Le vélo reste un outil de développement économique. En France, dans les années qui ont suivi la guerre, le vélo était vu comme un objet “de pauvre”. Aujourd’hui, certains jeunes couples préfèrent mettre jusqu’à 3 000 € dans un équipement vélo plutôt que dans une seconde voiture, quand ils ne se mettent pas à l’autopartage. Dans les pays émergents aujourd’hui, comme chez nous il y a encore quelques décennies, la réussite se matérialise souvent par la voiture. Pour autant, même en Afrique, dans les villes développées, nous constatons du mieux. Le prestige de la voiture n’est plus aussi uniforme, et ça c’est plutôt une bonne nouvelle.
- Quel sera votre prochain reportage consacré au vélo ?
Si tout se passe bien il est prévu en amont du référendum du 23 juin sur le Brexit, qui doit décider si la Grande-Bretagne reste ou non dans l’Union européenne. Sauf imprévu nous devrions caler un reportage sur place quelques semaines avant cette date. À vélo bien entendu – c’est un tel facilitateur de rencontres !

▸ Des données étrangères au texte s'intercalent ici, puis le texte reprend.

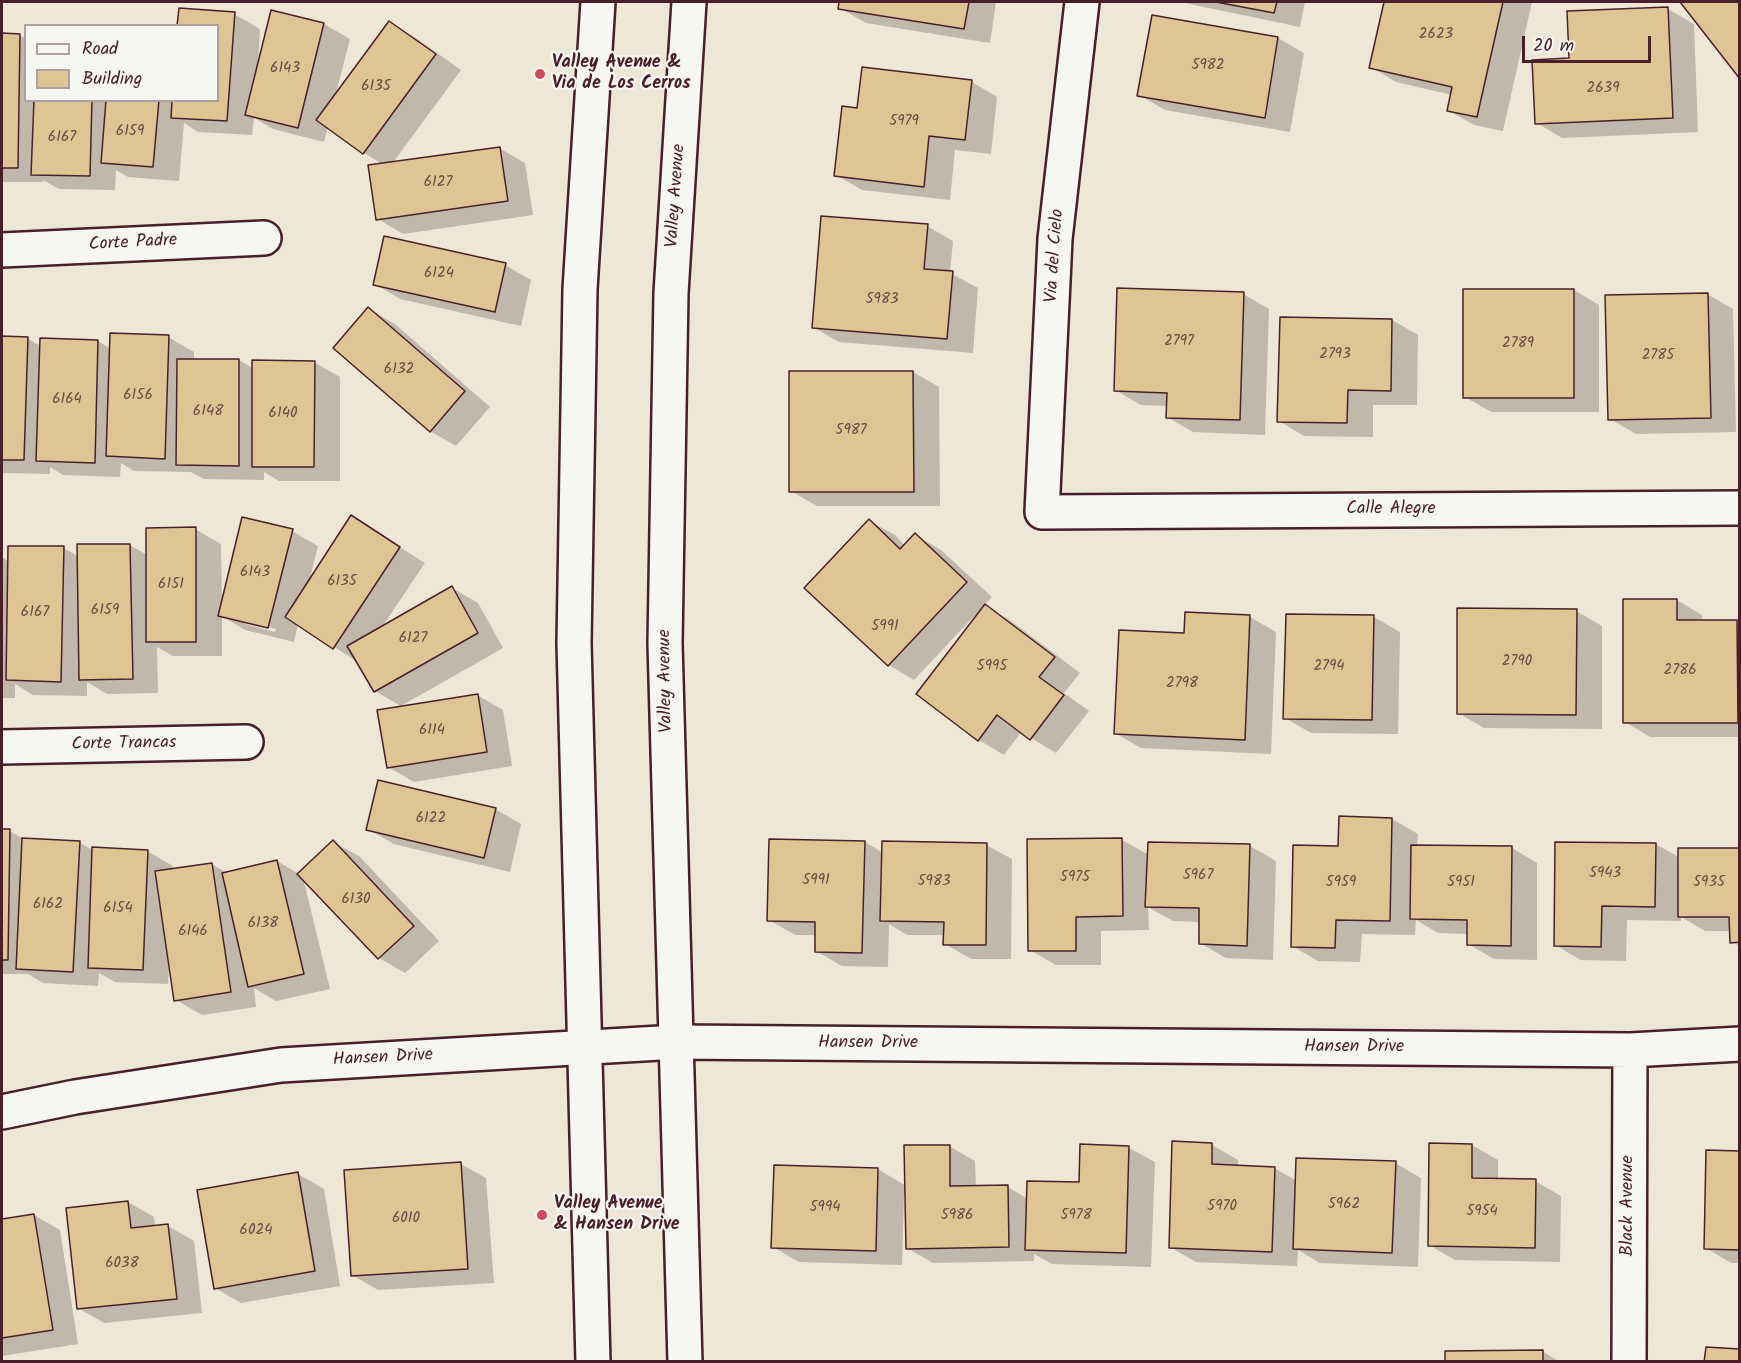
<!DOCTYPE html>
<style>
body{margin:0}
#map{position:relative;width:1741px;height:1363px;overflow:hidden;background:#efe7d6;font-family:Kalam,sans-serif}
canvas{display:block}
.frame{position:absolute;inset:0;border:3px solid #4a1f2b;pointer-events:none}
.legend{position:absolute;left:24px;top:24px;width:195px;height:78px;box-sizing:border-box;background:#f6f6f2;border:2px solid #b1a0a2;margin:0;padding:8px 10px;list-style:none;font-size:18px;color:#4a1f2b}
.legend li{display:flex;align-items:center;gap:12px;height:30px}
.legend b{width:30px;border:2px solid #b1a0a2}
.scale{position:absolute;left:1522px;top:36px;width:129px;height:27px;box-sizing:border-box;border:3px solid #4a1f2b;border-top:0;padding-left:8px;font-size:18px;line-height:21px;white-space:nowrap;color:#4a1f2b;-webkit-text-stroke:4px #f6f6f2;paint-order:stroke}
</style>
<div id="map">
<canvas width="1741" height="1363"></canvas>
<div class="frame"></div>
<ul class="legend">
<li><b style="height:8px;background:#f6f6f2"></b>Road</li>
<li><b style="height:16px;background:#dfc594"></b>Building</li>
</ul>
<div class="scale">20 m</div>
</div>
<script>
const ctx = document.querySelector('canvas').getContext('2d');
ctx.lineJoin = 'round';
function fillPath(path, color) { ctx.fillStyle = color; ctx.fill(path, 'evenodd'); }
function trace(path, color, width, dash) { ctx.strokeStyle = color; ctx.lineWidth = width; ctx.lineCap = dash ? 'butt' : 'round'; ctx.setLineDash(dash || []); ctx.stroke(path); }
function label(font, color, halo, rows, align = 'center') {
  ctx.font = font + ' Kalam,sans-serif'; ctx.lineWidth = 4.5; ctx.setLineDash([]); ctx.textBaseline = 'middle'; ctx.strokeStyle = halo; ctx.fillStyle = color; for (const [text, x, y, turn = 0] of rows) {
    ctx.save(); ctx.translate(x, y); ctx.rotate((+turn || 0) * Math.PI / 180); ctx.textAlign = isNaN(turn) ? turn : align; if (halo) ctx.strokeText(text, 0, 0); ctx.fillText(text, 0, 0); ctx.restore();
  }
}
const shadow = new Path2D(`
 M841 2H996L990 43 866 23 840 8Z
 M1180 2H1305L1300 27Z
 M1386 2H1532L1503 131 1474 125 1448 110 1452 95 1396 82 1371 67Z
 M1682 2H1740V77Z
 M1668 9 1694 24 1698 132 1562 138 1537 123Z
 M272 12 324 24 350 39 335 97 390 23 416 38 461 70 392 164 499 148 525 163 533 215 403 234 378 219 384 165 364 153 328 126 324 142 273 129 254 118 252 135 198 132 184 123 179 181 128 177 116 170 115 190 59 189 43 180V182H2V35H19L26 39V100H218V26L234 14 260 29 258 63H259Z
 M1153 17 1278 38 1304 53 1290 132 1165 110 1139 95Z
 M972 82 997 97 991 154 955 150 950 200 862 190 836 175 858 109Z
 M927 226 953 241 950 273 978 288 973 353 839 342 813 327Z
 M505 265 531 280 521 326 400 299 375 284Z
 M1574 290 1599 305V412H1491L1465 397Z
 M1243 294 1269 309 1265 435 1193 432 1167 417 1168 406 1141 405 1115 390Z
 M1707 294 1733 309 1736 432 1636 434 1610 419Z
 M369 309 395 324 490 407 456 446 430 431Z
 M1281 318 1392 320 1418 335 1417 405H1373V437L1304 436 1279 421Z
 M168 337 194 352V360H239L254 369 314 362 340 377V481H279L264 472V480L204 479 191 472 134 471 121 463 120 477 63 475 50 467V474L2 473V338L28 339 41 346 98 341 111 349Z
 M913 372 939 387 940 506H817L791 491Z
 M352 517 425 563 382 627 452 588 478 603 503 648 401 706 375 691 358 662 298 624 294 642 245 630 222 616V656H173L157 647 158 693 107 694 87 682V696L33 695 15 684V698H2V557L9 562 64 548 79 557 130 545 147 555 195 529 221 544 222 602 292 531 318 546 309 582ZM245 621 276 629 275 632 245 624Z
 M869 521 895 535 905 546 915 535 941 550 992 597 984 605 1011 621 1080 673 1064 693 1089 711 1056 753 1021 732 1004 755 979 740 978 615 976 614 914 680 889 665Z
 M1677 600 1702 615V621L1740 623V737H1650L1625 722Z
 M1576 611 1602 626V729L1484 728 1458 713Z
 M1187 614 1250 617 1276 632 1271 754 1141 748 1115 733 1186 634Z
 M1287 615 1374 617 1400 632 1398 734 1311 733 1285 718Z
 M477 695 503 710 512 766 414 782 388 767Z
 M495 809 521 824 510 872 394 844 368 829Z
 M1392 819 1418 834 1417 847 1512 848 1537 863V960L1494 959 1468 944V934L1438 933 1416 920 1415 935 1362 934 1360 962 1318 961 1292 946 1340 847Z
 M2 831H9L24 839 79 842 94 851H147L173 866V870L212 864 227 873 277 861 299 874 333 842 359 856 439 941 405 973 379 958 303 878 330 989 276 1001 254 988 256 1007 202 1015 176 1000 169 965 168 984 115 982 99 973 98 986 43 983 28 974H2Z
 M1122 840 1149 855 1250 846 1276 861 1273 960 1226 958 1200 943V922L1173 921 1148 907 1149 930 1101 931V965H1056L1030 950Z
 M865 842 883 853 986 845 1012 859 1011 959H971L945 944V935H907L889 924 888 967 842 966 816 951V935H795L769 920Z
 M1656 844 1680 858 1740 850V946L1731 942V931H1705L1681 917V921L1627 920 1626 961 1581 960 1555 945Z
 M1212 1145 1238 1160V1167L1274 1168 1297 1181 1395 1163 1421 1178 1418 1267 1320 1263 1298 1250 1297 1266 1196 1262 1170 1247Z
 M1472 1145 1498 1160V1180L1535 1181 1561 1196 1560 1262 1455 1260 1429 1245Z
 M949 1146 975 1161 976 1187H1008L1028 1199 1080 1184 1129 1148 1155 1162 1151 1267 1052 1264 1034 1254V1261L933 1263 907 1248 906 1194H904L902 1265 799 1262 773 1247 878 1169 906 1186Z
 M1740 1152V1263H1731L1706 1248Z
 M461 1164 486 1178 494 1283 378 1290 352 1275Z
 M298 1174 324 1189 340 1286 241 1303 215 1288Z
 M128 1202 154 1217 155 1227 168 1226 194 1241 202 1313 104 1323 78 1308Z
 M34 1215 60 1230 78 1344 2 1356V1220Z
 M1542 1351 1560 1362H1447Z`);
const building = new Path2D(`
 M839 2H969L964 29 838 9Z
 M1216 2H1277L1274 13Z
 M1384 2H1503L1477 117 1447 111 1452 87 1369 68Z
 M1680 2H1740V79Z
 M1668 7 1673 118 1535 124 1532 60 1569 58 1567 11Z
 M179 8 235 12 227 121 171 118 172 100H218V26H177Z
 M271 10 324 23 298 128 245 115Z
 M1152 15 1278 37 1265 118 1137 96Z
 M389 21 436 54 363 154 316 120Z
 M2 33 20 34 18 168H2Z
 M862 67 972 80 965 140 929 136 924 187 834 176 842 106 857 108Z
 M34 100H92L90 176 31 175Z
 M106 100H159L153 167 101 163Z
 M500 147 508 201 376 220 368 165Z
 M821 216 928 224 924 269 953 271 947 339 812 328Z
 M384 236 506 263 495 312 373 285Z
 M1117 288 1244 292 1240 420 1166 418 1167 393 1114 391Z
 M1463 289H1574V398H1463Z
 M1708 293 1711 418 1608 420 1605 295Z
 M368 307 465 391 430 432 333 348Z
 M1280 317 1392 319 1391 391 1348 390 1347 423 1277 422Z
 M110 333 169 335 165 459 106 456Z
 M2 336 28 337 24 460H2Z
 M40 338 98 340 95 463 36 461Z
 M177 359H239V466L176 465Z
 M252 360 315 361 314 467H252Z
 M789 371H913L914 492H789Z
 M351 515 400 547 333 649 285 617Z
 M242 517 293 529 268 628 218 616Z
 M869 519 900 549 915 533 967 582 888 666 804 588Z
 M196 527V642H146V528Z
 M77 544H130L133 679 79 680Z
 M8 546H64L61 682 6 680Z
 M452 586 478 633 374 692 347 646Z
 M1623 599H1677V620H1737L1738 723H1623Z
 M985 604 1055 657 1039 677 1064 695 1030 740 997 715 978 741 916 694Z
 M1457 608 1577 609 1576 715 1457 714Z
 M1185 612 1250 615 1245 740 1114 734 1119 630 1184 633Z
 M1286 614 1374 615 1372 720 1283 719Z
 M478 694 487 752 387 768 377 710Z
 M378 780 496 808 484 858 366 830Z
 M1339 816 1392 818 1390 921 1336 920 1335 948 1291 947 1293 845 1338 846Z
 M2 829H10L8 960H2Z
 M22 838 80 841 73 972 16 969Z
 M1122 838 1123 916 1076 917V951H1028L1027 839Z
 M769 839 865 841 862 953 815 952V922L767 921Z
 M333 840 414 926 378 959 297 874Z
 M882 841 987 843 986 945H943L944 922 880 921Z
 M1148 842 1250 844 1247 946 1199 944V908L1145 907Z
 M1555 842 1656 843 1655 907 1602 906 1601 947 1554 946Z
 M1411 845 1512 846 1511 946 1467 945V920L1410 919Z
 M92 847 148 850 143 970 88 968Z
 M1678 848H1740V942L1730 943 1729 917H1678Z
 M277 860 304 974 248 987 222 873Z
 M212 863 231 992 174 1001 155 871Z
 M1172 1141 1212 1143V1164L1275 1167 1272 1252 1169 1248Z
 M1429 1143 1472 1144V1178L1536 1179 1535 1248 1428 1246Z
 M1080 1144 1129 1146 1126 1253 1025 1250 1027 1181 1079 1182Z
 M904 1145H950V1186L1008 1185 1009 1247 906 1249Z
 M1706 1150 1740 1151V1250L1704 1249Z
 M1296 1158 1396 1161 1392 1253 1293 1249Z
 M461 1162 468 1269 351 1276 344 1170Z
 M774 1165 878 1168 876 1251 771 1248Z
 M298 1172 315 1271 214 1289 197 1190Z
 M128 1201 131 1228 168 1224 177 1299 77 1309 66 1208Z
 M34 1214 53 1330 2 1338V1219Z
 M1706 1347 1740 1349V1362H1704Z
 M1543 1350V1362H1445V1351Z`);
const street = new Path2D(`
 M1082 2 1055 239 1042 512 1740 508
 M2 250 264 238
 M2 747 246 742
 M2 1112 75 1097 281 1065 677 1042 1630 1050 1740 1044
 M1629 1362 1630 1050`);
const secondary = new Path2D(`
 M593 1362 574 643 580 289 598 2
 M685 1362 665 643 671 293 689 2`);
const markers = [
 [540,74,6,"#d1495b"],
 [542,1215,6,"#d1495b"]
];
const numberNames = [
 ["2623",1436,35],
 ["5982",1208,66],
 ["6143",285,69],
 ["6135",376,87],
 ["2639",1603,89],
 ["5979",904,122],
 ["6159",130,132],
 ["6167",62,138],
 ["6127",438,183],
 ["6124",439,274],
 ["5983",882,300],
 ["2797",1179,342],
 ["2789",1518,344],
 ["2793",1335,355],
 ["2785",1658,356],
 ["6132",399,370],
 ["6156",138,396],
 ["6164",67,400],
 ["6148",208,412],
 ["6140",283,414],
 ["5987",851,431],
 ["6143",255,573],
 ["6135",342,582],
 ["6151",171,585],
 ["6159",105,611],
 ["6167",35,613],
 ["5991",885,627],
 ["6127",413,639],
 ["2790",1517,662],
 ["5995",992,667],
 ["2794",1329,667],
 ["2786",1680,671],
 ["2798",1182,684],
 ["6114",432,731],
 ["6122",431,819],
 ["5943",1605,874],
 ["5967",1198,876],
 ["5975",1075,878],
 ["5991",816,881],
 ["5983",934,882],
 ["5959",1341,883],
 ["5951",1461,883],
 ["5935",1709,883],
 ["6130",356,900],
 ["6162",48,905],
 ["6154",118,909],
 ["6138",263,924],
 ["6146",193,932],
 ["5962",1344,1205],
 ["5970",1222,1207],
 ["5994",825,1208],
 ["5954",1482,1212],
 ["5986",957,1216],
 ["5978",1076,1216],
 ["6010",406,1219],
 ["6024",256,1231],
 ["6038",122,1264]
];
const poiNames = [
 ["Valley Avenue &",552,64],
 ["Via de Los Cerros",552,85],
 ["Valley Avenue",554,1205],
 ["& Hansen Drive",554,1226]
];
const streetNames = [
 ["Valley Avenue",677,196,-86],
 ["Corte Padre",133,244,-3],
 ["Via del Cielo",1056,256,-86],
 ["Calle Alegre",1391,510],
 ["Valley Avenue",667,681,-91],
 ["Corte Trancas",124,745,-1],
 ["Hansen Drive",868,1044],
 ["Hansen Drive",1354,1048],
 ["Hansen Drive",383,1059,-3],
 ["Black Avenue",1629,1206,-90]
];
fillPath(shadow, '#0003');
fillPath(building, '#dfc594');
trace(building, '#4a1f2b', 1.5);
trace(street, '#4a1f2b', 38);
trace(secondary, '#4a1f2b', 38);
trace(street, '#f6f6f2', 33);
trace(secondary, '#f6f6f2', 33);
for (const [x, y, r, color] of markers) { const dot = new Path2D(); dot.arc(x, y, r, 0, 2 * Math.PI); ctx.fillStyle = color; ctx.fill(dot); trace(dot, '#f6f6f2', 2); }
label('15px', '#6f4845', null, numberNames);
label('bold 18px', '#4a1f2b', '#f6f6f2', poiNames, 'left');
label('18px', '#4a1f2b', '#f6f6f2', streetNames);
</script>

- Quels sont les reportages, liés à cette thématique vélo, que vous n’avez pas encore réalisés et qui vous tiennent à cœur ?
De plus en plus je réfléchis à des reportages sur des villes, et en particulier des villes moyennes des États-Unis. Je suis conscient que le modèle de Portland n’est pas la norme, et suis donc curieux d’aller voir ce qu’il en est aujourd’hui dans des villes de taille équivalente. C’est du reste en visitant une ville – Copenhague , en 1996 – que j’ai compris il y a vingt ans tout ce qu’il nous restait à faire sur ces thématiques, et que je mesure aujourd’hui tout ce que nous avons accompli. Continuons !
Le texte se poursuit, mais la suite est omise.